Explains Elixir code and returns a natural language AST Document.
Extracts events from a document.
Extracts classification features from a document.
Extracts semantic relations between entities in a document.
Extracts information using templates.
Performs semantic role labeling on a document.
Recognizes intent from natural language text.
Performs coreference resolution on a document.
Summarizes a document by extracting important sentences.
Converts natural language to Elixir code.
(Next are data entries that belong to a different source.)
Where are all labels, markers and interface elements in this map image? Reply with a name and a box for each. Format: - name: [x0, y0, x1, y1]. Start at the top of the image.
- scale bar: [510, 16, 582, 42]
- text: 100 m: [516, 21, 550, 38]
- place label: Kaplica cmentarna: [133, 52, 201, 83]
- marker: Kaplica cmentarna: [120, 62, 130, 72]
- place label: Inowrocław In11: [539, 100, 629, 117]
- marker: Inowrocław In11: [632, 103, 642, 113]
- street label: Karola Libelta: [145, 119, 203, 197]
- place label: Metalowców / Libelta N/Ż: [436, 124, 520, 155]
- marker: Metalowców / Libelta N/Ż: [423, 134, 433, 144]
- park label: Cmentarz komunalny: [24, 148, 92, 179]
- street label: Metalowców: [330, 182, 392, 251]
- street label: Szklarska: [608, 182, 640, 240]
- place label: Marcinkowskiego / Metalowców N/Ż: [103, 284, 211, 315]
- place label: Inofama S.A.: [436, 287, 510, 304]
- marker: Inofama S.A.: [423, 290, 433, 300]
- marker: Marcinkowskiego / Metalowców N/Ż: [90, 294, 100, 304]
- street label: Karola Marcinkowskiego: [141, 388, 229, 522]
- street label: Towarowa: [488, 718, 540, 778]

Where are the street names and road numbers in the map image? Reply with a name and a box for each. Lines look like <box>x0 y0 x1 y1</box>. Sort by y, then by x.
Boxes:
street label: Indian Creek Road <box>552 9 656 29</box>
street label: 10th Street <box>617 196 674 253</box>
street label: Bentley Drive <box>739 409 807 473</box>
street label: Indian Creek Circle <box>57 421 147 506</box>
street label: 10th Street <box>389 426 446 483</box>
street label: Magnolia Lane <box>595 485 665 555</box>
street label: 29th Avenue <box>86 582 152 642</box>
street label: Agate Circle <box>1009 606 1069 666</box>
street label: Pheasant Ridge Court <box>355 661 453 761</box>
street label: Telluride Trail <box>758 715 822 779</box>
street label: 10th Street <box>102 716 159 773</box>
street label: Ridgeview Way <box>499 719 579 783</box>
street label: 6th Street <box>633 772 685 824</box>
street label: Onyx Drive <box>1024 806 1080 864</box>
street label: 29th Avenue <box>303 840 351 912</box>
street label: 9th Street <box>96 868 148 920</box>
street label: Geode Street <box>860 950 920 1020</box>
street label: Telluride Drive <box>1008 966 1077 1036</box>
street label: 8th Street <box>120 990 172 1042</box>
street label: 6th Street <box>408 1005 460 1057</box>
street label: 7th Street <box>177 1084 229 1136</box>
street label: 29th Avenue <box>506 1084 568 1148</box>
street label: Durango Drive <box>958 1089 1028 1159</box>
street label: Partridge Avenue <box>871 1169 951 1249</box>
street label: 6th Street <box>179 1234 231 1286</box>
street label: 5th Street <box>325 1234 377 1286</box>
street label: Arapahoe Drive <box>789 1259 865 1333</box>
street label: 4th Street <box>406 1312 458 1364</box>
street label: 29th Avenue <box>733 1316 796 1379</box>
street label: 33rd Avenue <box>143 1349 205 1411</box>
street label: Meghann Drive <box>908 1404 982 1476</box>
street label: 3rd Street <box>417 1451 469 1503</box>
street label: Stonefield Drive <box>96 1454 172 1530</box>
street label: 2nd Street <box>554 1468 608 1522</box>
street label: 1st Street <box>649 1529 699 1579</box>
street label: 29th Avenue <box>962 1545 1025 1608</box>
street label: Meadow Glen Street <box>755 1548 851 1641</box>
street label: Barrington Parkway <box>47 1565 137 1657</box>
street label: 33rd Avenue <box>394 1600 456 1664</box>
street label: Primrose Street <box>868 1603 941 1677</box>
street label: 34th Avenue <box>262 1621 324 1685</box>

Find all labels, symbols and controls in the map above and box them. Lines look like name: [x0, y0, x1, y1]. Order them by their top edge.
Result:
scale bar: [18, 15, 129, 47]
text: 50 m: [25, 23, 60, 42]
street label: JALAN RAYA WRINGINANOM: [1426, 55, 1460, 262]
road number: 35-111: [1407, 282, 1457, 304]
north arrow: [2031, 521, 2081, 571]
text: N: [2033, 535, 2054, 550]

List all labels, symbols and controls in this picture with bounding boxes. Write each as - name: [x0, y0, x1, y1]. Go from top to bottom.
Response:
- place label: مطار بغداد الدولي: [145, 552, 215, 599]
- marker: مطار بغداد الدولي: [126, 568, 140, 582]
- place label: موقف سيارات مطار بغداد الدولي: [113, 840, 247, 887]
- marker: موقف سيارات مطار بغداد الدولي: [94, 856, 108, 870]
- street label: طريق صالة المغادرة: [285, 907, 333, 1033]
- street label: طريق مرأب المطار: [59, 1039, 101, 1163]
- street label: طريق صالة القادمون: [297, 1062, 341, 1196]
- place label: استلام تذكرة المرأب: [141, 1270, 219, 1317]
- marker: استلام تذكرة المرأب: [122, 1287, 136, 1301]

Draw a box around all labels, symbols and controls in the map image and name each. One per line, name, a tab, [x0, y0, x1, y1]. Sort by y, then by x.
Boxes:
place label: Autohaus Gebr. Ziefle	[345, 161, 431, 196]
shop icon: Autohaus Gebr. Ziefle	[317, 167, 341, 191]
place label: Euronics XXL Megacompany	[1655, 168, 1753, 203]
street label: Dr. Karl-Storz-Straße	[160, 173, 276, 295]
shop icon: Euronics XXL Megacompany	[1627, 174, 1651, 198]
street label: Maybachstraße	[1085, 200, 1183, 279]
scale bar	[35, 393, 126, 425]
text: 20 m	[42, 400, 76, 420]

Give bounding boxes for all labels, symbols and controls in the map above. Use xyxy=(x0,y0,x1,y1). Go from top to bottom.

Converts natural language to Elixir AST.
Trains a text classifier on labeled documents.
Functions
@spec answer_question(Nasty.AST.Document.t(), String.t(), keyword()) :: {:ok, [Nasty.AST.Answer.t()]} | {:error, term()}
Answers a question based on a document.
Takes a question as text, analyzes it to determine type and expected answer, then searches the document for relevant passages and extracts answer spans.
Options
:max_answers- Maximum number of answers to return (default: 3):min_confidence- Minimum confidence threshold (default: 0.3):max_answer_length- Maximum answer length in tokens (default: 20)
Examples
iex> {:ok, document} = English.parse(tagged_tokens)
iex> {:ok, answers} = English.answer_question(document, "Who founded Google?")
iex> is_list(answers)
true
iex> {:ok, answers} = English.answer_question(document, "When was the company founded?", max_answers: 1)
iex> hd(answers).answer_type
:time
@spec classify(Nasty.AST.Document.t(), Nasty.AST.ClassificationModel.t(), keyword()) :: {:ok, [Nasty.AST.Classification.t()]} | {:error, term()}
Classifies a document using a trained model.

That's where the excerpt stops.